Saved data entries:
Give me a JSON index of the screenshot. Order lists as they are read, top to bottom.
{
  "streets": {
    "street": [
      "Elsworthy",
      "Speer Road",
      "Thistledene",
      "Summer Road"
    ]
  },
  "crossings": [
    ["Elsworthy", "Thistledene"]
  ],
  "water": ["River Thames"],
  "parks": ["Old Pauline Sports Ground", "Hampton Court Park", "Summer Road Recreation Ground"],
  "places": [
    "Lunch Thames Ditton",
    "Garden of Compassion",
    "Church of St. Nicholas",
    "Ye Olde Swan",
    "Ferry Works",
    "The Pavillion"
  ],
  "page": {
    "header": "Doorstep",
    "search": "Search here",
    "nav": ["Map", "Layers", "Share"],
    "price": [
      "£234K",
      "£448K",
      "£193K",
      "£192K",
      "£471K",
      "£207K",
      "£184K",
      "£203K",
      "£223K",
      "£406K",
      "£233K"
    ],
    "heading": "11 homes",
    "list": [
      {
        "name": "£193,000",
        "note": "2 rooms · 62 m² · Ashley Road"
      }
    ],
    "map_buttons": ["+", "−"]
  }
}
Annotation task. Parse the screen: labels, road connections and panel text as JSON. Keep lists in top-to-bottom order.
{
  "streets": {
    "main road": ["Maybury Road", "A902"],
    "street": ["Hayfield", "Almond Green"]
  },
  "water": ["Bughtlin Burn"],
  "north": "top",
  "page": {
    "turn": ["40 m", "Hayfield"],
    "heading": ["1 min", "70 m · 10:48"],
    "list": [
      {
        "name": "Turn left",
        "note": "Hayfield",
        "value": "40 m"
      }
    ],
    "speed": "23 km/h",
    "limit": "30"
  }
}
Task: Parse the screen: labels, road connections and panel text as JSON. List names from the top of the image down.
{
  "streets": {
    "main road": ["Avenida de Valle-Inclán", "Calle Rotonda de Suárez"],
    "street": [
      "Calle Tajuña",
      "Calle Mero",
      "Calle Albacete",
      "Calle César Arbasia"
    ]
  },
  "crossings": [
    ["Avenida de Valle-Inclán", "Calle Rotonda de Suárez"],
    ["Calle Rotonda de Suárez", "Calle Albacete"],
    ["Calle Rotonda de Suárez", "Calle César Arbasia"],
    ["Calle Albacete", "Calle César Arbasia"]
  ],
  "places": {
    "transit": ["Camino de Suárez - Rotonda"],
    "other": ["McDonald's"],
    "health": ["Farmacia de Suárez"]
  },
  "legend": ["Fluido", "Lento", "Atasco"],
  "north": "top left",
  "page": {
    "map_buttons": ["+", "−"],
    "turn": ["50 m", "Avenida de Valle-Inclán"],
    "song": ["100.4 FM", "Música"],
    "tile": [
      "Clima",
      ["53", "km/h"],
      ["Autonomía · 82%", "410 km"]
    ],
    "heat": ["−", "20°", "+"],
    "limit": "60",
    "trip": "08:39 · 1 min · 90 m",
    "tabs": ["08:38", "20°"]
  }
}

■ **Work to complete**:
Reproduce the records exactly, keeping every line.

■ **Output of the task**:
Give me a JSON index of the screenshot. Order lists as they are read, top to bottom.
{
  "streets": {
    "street": [
      "Elsworthy",
      "Speer Road",
      "Thistledene",
      "Summer Road"
    ]
  },
  "crossings": [
    ["Elsworthy", "Thistledene"]
  ],
  "water": ["River Thames"],
  "parks": ["Old Pauline Sports Ground", "Hampton Court Park", "Summer Road Recreation Ground"],
  "places": [
    "Lunch Thames Ditton",
    "Garden of Compassion",
    "Church of St. Nicholas",
    "Ye Olde Swan",
    "Ferry Works",
    "The Pavillion"
  ],
  "page": {
    "header": "Doorstep",
    "search": "Search here",
    "nav": ["Map", "Layers", "Share"],
    "price": [
      "£234K",
      "£448K",
      "£193K",
      "£192K",
      "£471K",
      "£207K",
      "£184K",
      "£203K",
      "£223K",
      "£406K",
      "£233K"
    ],
    "heading": "11 homes",
    "list": [
      {
        "name": "£193,000",
        "note": "2 rooms · 62 m² · Ashley Road"
      }
    ],
    "map_buttons": ["+", "−"]
  }
}
Annotation task. Parse the screen: labels, road connections and panel text as JSON. Keep lists in top-to-bottom order.
{
  "streets": {
    "main road": ["Maybury Road", "A902"],
    "street": ["Hayfield", "Almond Green"]
  },
  "water": ["Bughtlin Burn"],
  "north": "top",
  "page": {
    "turn": ["40 m", "Hayfield"],
    "heading": ["1 min", "70 m · 10:48"],
    "list": [
      {
        "name": "Turn left",
        "note": "Hayfield",
        "value": "40 m"
      }
    ],
    "speed": "23 km/h",
    "limit": "30"
  }
}
Task: Parse the screen: labels, road connections and panel text as JSON. List names from the top of the image down.
{
  "streets": {
    "main road": ["Avenida de Valle-Inclán", "Calle Rotonda de Suárez"],
    "street": [
      "Calle Tajuña",
      "Calle Mero",
      "Calle Albacete",
      "Calle César Arbasia"
    ]
  },
  "crossings": [
    ["Avenida de Valle-Inclán", "Calle Rotonda de Suárez"],
    ["Calle Rotonda de Suárez", "Calle Albacete"],
    ["Calle Rotonda de Suárez", "Calle César Arbasia"],
    ["Calle Albacete", "Calle César Arbasia"]
  ],
  "places": {
    "transit": ["Camino de Suárez - Rotonda"],
    "other": ["McDonald's"],
    "health": ["Farmacia de Suárez"]
  },
  "legend": ["Fluido", "Lento", "Atasco"],
  "north": "top left",
  "page": {
    "map_buttons": ["+", "−"],
    "turn": ["50 m", "Avenida de Valle-Inclán"],
    "song": ["100.4 FM", "Música"],
    "tile": [
      "Clima",
      ["53", "km/h"],
      ["Autonomía · 82%", "410 km"]
    ],
    "heat": ["−", "20°", "+"],
    "limit": "60",
    "trip": "08:39 · 1 min · 90 m",
    "tabs": ["08:38", "20°"]
  }
}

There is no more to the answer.